Sir Henry’s face turned an uneven crimson. “This is insufferable,” he shouted, and his teeth, unable to cope with the violence of his diction, leapt precariously from their anchorage and were clamped angrily home. Fenella giggled nervously. “You are under age,” Sir Henry pronounced suddenly. “Under age, both of you. Pauline, if you have the smallest regard for your old father’s wishes, you will forbid this lunacy. I shall speak to your mother, miss. I shall cable to your father.”
“Mother won’t mind,” said Fenella.
“You know well, you know perfectly well, why I cannot countenance this nonsense.”
“You think, don’t you, Grandfather,” said Fenella, “that because we’re cousins we’ll have loopy young. Well, we’ve asked about that and it’s most unlikely. Modern medical opinion—”
“Be silent! At least let some semblance of decency—”
“I won’t be silent,” said Fenella, performing with dexterity the feat known by actors as topping the other man’s lines. “And if we’re to talk about decency, Grandfather, I should have thought it was a damn sight more decent for two people who are young and in love to say they’re going to marry each other than for an old man to make an exhibition of himself—”

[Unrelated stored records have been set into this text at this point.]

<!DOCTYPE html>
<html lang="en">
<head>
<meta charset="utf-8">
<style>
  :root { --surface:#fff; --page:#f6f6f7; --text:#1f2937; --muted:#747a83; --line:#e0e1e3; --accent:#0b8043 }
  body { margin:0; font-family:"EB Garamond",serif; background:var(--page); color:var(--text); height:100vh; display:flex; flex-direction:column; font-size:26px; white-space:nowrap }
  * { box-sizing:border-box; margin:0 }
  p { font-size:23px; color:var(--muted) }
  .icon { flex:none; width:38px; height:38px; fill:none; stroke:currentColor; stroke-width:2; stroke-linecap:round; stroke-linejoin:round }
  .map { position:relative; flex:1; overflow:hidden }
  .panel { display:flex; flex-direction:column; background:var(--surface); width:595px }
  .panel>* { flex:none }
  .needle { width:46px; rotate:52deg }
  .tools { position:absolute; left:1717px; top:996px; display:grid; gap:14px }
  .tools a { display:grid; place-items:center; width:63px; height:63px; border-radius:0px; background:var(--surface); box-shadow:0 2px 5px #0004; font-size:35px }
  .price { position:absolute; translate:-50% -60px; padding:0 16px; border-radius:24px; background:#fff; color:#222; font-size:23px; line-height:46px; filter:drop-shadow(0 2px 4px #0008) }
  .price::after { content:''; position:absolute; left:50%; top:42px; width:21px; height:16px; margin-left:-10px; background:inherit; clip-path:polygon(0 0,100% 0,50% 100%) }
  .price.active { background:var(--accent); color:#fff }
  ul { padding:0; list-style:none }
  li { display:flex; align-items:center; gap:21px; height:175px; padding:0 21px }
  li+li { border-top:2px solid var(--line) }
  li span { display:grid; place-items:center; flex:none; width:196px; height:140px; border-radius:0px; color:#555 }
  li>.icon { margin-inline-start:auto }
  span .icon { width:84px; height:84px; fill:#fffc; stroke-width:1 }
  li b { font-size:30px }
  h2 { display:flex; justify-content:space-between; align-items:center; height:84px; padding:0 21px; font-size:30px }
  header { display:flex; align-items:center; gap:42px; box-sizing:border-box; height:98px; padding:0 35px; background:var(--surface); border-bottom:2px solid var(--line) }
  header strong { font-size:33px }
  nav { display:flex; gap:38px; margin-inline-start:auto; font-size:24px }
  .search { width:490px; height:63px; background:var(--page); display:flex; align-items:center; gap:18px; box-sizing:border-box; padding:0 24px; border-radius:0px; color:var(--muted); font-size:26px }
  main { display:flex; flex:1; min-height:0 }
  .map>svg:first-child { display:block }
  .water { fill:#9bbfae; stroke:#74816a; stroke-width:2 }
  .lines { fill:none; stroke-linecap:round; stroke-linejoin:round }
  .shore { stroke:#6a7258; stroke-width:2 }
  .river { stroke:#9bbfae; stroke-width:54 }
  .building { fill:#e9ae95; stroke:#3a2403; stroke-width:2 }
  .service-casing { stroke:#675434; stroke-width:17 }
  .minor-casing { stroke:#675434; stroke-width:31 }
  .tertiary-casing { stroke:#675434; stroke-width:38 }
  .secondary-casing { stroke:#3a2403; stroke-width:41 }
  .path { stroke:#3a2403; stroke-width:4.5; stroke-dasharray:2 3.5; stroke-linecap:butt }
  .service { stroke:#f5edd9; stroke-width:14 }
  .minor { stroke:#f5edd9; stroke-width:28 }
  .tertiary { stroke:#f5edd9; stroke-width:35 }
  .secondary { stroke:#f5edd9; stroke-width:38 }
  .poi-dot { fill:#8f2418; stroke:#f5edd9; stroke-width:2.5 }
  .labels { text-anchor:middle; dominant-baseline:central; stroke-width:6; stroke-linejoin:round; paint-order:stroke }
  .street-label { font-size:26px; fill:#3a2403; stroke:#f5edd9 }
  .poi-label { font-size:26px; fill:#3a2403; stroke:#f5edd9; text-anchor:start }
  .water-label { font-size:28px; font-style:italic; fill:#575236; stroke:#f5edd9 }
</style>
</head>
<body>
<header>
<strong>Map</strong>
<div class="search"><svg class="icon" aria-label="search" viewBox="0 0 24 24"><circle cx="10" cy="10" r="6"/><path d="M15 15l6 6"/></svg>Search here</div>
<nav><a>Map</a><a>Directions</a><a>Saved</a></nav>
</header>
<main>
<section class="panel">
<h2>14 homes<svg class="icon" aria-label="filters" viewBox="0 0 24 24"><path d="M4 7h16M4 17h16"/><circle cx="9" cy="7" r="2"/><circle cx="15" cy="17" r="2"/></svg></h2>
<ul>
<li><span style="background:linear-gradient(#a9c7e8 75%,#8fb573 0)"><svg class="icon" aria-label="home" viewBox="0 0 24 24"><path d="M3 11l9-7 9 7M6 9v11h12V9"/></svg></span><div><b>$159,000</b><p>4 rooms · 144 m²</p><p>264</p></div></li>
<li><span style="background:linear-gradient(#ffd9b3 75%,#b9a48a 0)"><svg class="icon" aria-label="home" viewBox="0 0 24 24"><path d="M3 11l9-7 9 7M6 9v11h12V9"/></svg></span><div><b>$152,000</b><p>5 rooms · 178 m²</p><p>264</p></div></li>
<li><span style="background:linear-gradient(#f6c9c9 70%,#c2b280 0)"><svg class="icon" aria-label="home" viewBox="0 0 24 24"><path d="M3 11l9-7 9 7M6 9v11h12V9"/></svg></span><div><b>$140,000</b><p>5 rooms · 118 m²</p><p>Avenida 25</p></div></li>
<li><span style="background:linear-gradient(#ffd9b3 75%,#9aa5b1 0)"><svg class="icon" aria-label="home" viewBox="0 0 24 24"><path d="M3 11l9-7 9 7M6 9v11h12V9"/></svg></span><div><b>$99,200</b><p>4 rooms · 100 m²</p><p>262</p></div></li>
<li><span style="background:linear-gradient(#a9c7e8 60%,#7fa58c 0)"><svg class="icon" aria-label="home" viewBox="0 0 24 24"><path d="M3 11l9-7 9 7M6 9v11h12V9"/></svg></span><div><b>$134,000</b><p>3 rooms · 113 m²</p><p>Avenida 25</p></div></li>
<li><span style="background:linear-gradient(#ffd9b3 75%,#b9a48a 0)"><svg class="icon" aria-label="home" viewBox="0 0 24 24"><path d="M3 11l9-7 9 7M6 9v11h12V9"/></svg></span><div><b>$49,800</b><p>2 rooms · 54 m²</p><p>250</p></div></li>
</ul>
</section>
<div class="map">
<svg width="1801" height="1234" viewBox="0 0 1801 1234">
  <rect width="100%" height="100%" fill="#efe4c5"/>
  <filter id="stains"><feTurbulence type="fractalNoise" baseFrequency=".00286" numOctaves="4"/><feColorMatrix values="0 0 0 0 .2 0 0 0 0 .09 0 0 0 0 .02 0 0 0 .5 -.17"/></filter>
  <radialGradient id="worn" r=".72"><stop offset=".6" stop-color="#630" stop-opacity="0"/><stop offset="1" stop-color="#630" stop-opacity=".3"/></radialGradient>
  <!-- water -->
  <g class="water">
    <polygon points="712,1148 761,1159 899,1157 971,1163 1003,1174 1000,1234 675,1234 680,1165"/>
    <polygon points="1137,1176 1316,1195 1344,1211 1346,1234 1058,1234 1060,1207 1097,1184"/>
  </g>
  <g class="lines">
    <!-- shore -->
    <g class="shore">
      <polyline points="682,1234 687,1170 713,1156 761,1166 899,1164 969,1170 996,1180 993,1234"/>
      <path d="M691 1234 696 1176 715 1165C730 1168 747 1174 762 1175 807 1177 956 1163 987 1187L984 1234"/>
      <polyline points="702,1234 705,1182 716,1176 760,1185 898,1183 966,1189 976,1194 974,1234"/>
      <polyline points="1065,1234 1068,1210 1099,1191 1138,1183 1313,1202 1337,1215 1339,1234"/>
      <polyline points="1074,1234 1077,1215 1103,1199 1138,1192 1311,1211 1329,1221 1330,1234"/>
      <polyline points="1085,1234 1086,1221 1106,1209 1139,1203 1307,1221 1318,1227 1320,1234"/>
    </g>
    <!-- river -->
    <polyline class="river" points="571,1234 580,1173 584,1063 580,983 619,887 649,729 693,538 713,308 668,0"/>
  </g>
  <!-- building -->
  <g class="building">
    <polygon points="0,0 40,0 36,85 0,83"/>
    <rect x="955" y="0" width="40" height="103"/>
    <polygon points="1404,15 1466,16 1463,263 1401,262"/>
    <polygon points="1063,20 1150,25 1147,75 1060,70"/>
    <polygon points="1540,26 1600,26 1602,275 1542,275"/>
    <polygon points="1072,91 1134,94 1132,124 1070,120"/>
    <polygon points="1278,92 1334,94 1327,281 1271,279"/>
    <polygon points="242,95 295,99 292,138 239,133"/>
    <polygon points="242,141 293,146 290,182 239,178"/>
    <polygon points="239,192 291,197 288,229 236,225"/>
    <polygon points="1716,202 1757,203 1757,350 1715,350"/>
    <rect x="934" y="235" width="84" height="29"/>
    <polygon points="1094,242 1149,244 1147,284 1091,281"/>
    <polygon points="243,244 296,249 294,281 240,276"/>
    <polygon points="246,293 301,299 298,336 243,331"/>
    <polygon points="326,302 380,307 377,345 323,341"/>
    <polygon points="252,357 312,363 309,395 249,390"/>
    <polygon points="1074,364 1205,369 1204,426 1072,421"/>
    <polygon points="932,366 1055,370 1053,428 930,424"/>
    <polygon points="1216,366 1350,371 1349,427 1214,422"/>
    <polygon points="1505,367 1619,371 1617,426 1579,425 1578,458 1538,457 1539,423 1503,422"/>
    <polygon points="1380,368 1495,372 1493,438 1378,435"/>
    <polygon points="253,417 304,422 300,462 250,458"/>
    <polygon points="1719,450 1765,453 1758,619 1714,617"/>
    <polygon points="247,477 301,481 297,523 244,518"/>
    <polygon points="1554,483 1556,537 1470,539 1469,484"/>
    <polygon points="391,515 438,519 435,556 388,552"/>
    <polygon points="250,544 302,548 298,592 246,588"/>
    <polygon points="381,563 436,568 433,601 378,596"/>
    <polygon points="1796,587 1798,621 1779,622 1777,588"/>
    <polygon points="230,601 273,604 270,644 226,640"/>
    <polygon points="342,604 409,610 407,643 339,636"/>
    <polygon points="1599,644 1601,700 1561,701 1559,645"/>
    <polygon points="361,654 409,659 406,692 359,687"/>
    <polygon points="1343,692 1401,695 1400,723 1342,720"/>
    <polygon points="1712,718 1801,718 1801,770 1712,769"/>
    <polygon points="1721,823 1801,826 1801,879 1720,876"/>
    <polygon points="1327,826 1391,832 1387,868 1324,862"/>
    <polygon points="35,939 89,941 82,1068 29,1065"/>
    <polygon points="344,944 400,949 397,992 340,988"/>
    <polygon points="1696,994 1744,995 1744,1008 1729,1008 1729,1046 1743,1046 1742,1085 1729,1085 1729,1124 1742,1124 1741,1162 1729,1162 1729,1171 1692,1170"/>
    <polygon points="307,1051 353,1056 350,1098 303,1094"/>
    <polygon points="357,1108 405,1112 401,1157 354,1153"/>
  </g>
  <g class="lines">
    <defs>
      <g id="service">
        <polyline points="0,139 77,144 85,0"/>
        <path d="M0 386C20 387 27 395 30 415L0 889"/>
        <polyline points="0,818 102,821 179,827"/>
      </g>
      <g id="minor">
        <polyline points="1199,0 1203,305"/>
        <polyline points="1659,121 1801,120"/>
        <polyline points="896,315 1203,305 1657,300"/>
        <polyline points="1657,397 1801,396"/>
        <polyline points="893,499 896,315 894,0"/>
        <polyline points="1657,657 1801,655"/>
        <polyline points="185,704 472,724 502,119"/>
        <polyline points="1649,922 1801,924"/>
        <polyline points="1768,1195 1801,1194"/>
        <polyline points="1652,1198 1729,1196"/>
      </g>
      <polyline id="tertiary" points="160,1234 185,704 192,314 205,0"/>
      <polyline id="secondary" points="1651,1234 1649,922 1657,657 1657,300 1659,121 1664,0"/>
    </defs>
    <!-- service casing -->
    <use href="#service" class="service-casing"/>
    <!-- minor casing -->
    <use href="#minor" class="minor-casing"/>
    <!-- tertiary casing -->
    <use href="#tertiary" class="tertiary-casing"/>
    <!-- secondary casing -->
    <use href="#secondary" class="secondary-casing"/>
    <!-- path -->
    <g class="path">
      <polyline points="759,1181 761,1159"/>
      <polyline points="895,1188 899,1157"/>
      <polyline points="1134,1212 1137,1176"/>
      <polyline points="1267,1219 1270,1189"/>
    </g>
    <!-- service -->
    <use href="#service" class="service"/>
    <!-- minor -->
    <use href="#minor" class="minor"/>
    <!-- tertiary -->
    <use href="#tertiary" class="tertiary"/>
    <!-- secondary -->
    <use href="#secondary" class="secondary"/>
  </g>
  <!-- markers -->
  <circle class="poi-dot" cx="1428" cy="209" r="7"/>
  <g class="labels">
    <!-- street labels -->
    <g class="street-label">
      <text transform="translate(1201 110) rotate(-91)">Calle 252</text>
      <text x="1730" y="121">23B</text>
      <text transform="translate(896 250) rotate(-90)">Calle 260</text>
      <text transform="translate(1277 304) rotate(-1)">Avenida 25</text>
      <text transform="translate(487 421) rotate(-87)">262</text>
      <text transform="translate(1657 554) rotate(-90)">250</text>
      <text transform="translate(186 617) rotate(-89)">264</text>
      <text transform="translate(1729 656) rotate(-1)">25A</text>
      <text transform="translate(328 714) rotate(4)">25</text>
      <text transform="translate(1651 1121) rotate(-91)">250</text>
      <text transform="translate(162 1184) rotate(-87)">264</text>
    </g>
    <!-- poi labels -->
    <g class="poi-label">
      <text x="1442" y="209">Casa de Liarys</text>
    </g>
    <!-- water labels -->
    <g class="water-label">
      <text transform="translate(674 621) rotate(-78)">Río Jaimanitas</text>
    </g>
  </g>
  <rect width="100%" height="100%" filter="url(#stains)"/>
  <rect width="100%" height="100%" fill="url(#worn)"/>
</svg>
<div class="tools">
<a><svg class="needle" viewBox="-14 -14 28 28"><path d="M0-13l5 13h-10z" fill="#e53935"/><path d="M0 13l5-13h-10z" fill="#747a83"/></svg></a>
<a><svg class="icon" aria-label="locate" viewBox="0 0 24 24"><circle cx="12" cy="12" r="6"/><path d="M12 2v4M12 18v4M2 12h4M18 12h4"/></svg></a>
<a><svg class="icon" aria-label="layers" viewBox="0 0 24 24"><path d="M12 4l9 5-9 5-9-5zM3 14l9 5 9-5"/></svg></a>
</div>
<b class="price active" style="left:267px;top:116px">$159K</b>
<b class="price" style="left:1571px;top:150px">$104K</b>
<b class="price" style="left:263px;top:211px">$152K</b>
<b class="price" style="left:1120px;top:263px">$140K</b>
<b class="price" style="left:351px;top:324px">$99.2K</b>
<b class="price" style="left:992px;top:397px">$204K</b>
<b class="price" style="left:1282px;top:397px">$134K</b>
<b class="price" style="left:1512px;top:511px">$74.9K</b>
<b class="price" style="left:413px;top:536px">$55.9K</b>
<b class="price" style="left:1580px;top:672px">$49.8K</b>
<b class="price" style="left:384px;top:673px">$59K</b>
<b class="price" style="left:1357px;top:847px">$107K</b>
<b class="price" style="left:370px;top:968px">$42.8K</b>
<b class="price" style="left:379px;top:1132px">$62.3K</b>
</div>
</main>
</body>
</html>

“Fenella!” shouted Pauline and Millamant in unison.
“—doting on a peroxide blonde fifty years younger than himself, and a brazen gold-digger into the bargain.”
Fenella then burst into tears and ran out of the room, followed rigidly by Paul.
Troy, who had once more determined to make her escape, heard Fenella weeping stormily outside the door and stayed where she was. The remaining Ancreds were all talking at once. Sir Henry beat his fist on the mantelpiece until the ornaments danced again, and roared out: “My God, I’ll not have her under my roof another hour! My God—!” Millamant and Pauline, on either side of him like a distracted chorus, wrung their hands and uttered plaintive cries. Cedric chattered noisily behind the sofa, where Miss Orrincourt still lay. It was she who put a stop to this ensemble by rising and confronting them with her hands on her hips.